==== Records to process

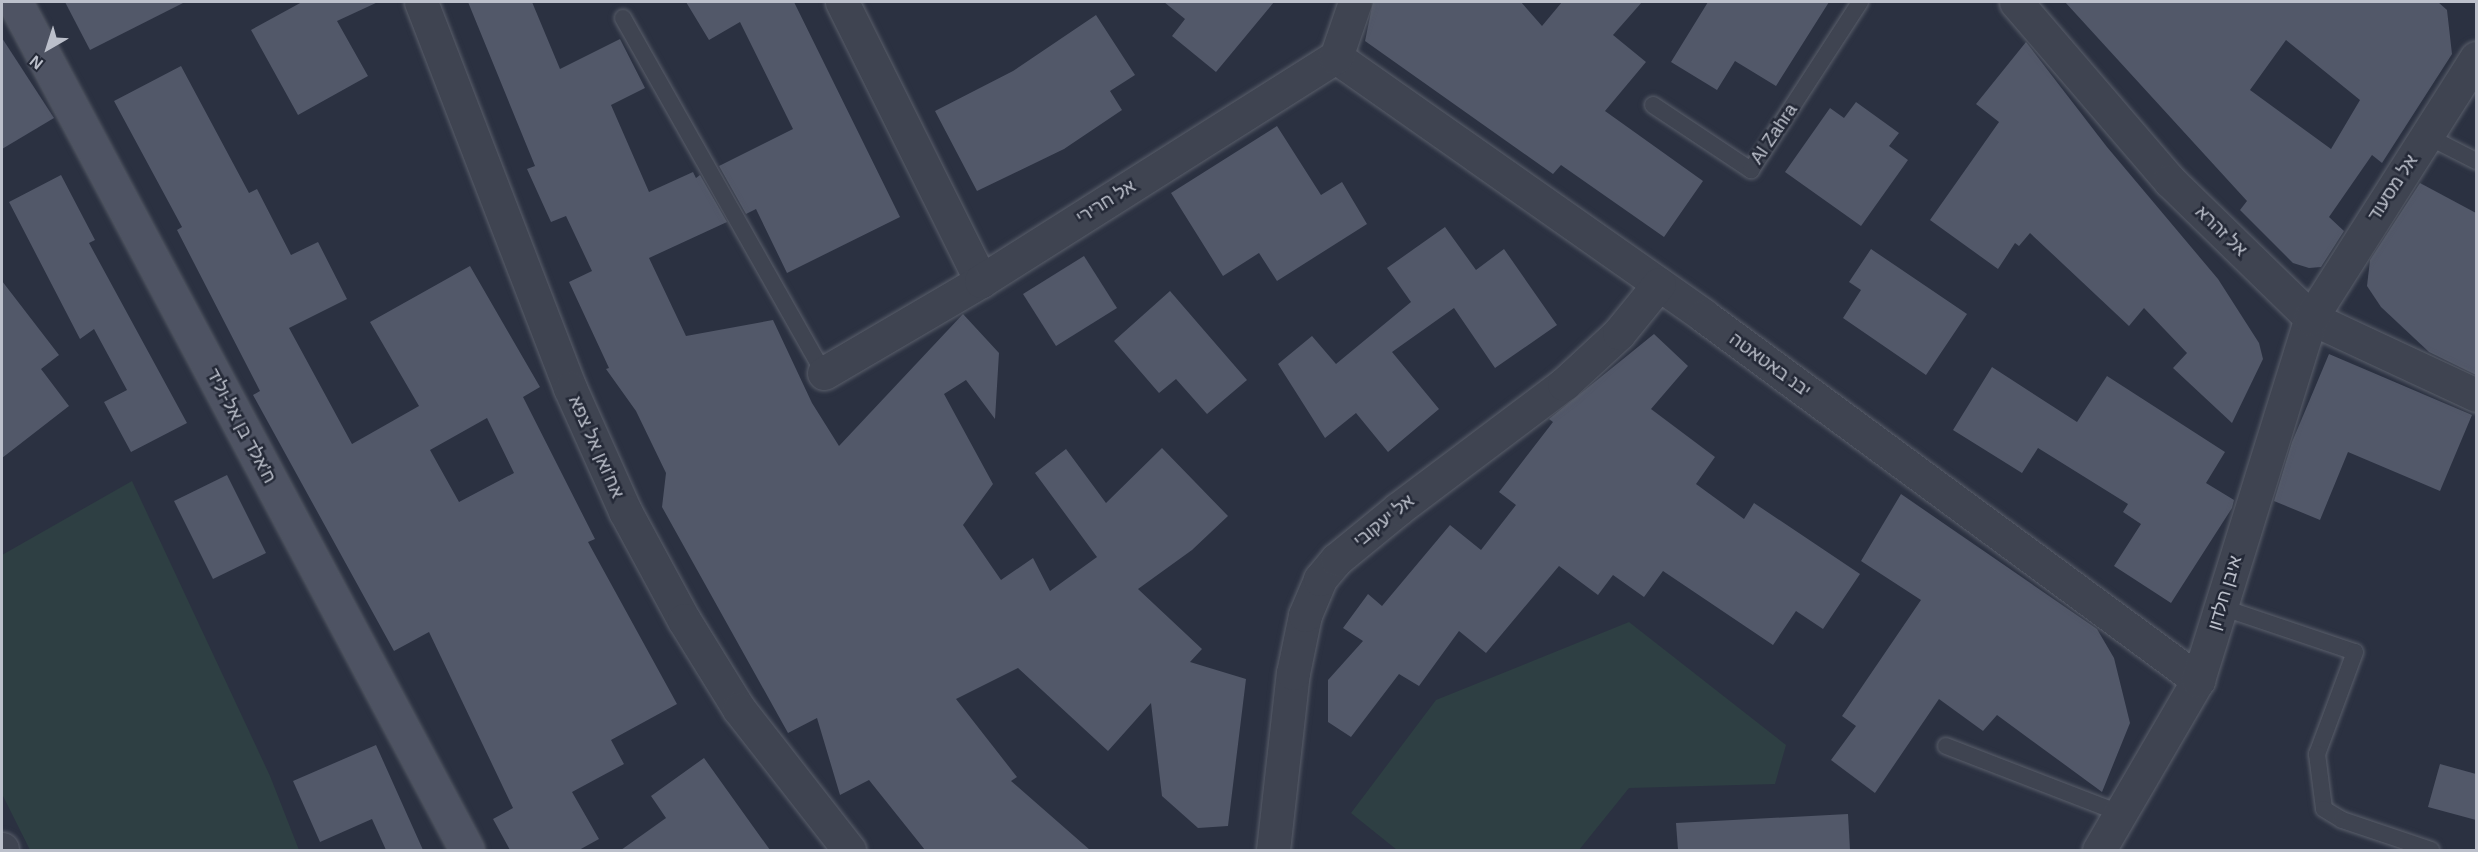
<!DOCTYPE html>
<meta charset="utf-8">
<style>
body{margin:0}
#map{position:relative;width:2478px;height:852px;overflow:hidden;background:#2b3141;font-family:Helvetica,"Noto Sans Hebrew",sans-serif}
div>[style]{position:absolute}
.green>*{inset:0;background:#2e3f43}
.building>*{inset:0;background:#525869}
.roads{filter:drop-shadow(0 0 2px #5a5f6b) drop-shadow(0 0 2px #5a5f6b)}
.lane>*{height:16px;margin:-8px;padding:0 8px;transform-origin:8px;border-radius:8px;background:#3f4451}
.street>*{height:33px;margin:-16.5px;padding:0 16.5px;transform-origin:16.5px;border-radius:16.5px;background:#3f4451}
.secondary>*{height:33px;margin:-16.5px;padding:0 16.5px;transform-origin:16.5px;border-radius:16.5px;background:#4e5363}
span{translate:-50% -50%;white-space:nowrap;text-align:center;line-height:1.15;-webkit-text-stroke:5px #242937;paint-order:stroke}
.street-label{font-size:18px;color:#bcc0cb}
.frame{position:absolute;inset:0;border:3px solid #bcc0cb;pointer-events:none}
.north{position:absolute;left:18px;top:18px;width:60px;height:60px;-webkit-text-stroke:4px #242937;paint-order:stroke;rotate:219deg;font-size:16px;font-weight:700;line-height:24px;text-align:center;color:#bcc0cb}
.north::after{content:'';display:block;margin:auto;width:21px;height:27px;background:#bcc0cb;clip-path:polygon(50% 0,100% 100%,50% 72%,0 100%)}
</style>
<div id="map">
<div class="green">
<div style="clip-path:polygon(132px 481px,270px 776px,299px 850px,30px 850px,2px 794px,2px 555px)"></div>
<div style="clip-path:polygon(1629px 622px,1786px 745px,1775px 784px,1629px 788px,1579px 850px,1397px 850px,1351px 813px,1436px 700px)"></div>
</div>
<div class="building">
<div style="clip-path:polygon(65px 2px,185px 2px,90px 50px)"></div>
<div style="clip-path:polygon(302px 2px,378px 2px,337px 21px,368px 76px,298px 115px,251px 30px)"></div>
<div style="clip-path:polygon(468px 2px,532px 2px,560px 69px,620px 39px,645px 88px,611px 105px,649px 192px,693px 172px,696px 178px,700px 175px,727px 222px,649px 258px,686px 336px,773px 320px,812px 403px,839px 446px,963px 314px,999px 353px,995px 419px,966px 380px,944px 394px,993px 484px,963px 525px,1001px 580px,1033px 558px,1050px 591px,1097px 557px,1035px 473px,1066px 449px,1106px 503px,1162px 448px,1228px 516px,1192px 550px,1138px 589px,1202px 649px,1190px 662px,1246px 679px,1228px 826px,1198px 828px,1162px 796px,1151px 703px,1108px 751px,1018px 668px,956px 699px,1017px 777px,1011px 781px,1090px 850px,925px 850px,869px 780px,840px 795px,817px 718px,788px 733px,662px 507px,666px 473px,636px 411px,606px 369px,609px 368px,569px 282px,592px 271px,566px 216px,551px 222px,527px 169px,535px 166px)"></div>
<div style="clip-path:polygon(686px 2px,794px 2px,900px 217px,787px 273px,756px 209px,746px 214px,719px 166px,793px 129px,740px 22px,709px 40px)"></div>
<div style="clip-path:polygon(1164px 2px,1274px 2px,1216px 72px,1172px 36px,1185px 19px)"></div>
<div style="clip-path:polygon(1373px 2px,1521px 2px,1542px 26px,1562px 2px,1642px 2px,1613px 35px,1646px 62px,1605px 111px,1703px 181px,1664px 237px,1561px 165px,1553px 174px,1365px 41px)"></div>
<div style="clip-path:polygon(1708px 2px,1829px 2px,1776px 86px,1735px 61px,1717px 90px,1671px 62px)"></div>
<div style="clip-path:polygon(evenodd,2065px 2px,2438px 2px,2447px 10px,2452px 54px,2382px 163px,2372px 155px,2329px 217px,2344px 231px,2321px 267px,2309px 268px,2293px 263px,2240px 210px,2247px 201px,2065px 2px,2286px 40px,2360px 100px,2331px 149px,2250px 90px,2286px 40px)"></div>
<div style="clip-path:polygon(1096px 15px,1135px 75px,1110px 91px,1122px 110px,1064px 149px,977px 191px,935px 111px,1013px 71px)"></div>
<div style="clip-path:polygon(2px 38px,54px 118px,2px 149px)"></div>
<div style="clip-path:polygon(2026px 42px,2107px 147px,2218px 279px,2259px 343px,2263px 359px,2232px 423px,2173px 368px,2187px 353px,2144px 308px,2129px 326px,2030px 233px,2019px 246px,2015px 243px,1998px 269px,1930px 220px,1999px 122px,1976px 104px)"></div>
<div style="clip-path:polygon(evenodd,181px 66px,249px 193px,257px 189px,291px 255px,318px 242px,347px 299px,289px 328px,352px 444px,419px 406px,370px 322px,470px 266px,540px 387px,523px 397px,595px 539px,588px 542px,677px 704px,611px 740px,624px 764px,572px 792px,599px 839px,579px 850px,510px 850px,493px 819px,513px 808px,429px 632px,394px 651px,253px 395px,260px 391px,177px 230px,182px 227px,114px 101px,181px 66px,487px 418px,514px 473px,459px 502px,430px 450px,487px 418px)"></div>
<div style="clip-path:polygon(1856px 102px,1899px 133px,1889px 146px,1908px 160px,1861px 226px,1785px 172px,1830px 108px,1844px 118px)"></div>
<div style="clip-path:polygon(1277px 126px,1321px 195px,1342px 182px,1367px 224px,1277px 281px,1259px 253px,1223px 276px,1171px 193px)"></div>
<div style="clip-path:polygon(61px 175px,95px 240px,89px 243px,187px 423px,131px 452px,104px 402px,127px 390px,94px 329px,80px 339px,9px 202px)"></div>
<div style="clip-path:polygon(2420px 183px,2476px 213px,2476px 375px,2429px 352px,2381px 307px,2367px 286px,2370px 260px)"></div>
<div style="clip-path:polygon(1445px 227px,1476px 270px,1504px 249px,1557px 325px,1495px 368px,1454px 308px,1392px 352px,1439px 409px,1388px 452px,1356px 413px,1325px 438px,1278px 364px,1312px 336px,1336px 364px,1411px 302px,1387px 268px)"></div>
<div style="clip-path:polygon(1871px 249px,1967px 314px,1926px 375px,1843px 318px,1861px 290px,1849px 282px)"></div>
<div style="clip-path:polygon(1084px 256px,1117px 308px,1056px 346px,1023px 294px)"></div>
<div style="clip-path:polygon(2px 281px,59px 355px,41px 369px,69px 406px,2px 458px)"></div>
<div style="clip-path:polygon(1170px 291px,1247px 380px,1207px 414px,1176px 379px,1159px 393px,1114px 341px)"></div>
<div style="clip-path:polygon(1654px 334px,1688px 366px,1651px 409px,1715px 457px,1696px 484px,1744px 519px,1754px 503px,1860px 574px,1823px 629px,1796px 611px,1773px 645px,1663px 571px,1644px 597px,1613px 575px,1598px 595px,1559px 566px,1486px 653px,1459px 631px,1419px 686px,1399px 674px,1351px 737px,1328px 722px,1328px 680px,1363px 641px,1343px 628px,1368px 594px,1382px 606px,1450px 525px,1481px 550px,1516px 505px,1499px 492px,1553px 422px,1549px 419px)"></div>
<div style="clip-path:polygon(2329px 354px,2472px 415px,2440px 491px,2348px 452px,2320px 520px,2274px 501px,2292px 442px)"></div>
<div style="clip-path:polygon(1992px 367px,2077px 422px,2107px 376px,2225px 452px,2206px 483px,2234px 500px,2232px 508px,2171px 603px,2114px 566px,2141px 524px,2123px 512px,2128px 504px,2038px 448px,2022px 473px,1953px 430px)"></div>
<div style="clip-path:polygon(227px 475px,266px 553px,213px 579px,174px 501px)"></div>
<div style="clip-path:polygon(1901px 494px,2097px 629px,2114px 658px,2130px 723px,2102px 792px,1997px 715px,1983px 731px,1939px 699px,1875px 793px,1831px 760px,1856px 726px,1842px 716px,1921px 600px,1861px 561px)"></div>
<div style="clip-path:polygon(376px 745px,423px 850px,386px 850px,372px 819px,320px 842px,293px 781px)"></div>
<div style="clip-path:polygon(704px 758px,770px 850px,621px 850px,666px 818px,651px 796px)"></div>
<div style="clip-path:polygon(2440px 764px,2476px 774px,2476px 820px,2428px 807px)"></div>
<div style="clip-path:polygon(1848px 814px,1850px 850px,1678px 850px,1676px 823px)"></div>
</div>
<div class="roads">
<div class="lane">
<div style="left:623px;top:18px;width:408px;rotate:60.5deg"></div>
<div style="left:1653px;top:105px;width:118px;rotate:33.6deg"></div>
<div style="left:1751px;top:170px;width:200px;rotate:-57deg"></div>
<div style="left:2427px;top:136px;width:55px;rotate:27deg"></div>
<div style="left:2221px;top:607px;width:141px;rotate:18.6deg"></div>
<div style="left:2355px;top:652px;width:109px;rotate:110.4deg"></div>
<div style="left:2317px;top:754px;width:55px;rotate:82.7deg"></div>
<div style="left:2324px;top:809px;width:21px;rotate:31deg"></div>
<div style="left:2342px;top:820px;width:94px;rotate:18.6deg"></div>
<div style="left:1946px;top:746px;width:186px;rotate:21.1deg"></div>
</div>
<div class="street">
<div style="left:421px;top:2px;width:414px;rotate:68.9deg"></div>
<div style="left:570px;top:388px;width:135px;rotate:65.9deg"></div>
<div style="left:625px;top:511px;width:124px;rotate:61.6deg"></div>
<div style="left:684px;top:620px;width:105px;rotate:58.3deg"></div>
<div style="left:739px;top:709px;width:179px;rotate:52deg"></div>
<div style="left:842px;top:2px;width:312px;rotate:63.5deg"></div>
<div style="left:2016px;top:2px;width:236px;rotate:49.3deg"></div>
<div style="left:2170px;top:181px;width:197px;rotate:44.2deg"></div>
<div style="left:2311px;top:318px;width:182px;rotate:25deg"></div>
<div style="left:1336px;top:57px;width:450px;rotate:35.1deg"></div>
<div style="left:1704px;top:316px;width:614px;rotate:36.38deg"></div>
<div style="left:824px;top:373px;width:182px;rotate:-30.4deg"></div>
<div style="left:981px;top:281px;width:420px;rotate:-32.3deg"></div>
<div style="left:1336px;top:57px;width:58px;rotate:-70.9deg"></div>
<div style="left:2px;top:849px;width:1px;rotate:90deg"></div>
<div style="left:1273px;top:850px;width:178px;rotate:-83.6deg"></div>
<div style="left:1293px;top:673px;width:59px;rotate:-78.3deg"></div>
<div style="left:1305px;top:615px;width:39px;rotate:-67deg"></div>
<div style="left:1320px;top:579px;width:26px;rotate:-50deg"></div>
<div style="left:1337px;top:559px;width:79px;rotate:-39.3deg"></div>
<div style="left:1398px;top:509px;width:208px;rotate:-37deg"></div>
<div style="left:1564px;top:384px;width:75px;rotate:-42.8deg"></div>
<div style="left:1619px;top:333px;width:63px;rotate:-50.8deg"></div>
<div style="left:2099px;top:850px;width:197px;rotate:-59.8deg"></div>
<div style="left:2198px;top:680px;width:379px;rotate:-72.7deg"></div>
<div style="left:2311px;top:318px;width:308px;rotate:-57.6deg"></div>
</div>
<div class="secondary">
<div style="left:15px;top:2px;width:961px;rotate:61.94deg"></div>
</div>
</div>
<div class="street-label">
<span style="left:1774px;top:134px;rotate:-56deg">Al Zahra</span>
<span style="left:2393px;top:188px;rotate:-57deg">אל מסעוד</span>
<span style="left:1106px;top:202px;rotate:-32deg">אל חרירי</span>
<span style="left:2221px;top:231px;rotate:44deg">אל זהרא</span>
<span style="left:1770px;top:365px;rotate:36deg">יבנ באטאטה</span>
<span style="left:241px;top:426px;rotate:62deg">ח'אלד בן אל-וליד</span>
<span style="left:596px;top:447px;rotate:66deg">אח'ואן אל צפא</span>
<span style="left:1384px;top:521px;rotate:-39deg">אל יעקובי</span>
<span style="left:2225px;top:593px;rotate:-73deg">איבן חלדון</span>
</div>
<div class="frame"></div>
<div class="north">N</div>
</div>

========

What is required - If a line comes after the line with "2px #5a5f6b) drop-shadow(0", it stays out; print exactly every line from the start of the entries up to and including that line, but no pictures.

Result -
<!DOCTYPE html>
<meta charset="utf-8">
<style>
body{margin:0}
#map{position:relative;width:2478px;height:852px;overflow:hidden;background:#2b3141;font-family:Helvetica,"Noto Sans Hebrew",sans-serif}
div>[style]{position:absolute}
.green>*{inset:0;background:#2e3f43}
.building>*{inset:0;background:#525869}
.roads{filter:drop-shadow(0 0 2px #5a5f6b) drop-shadow(0 0 2px #5a5f6b)}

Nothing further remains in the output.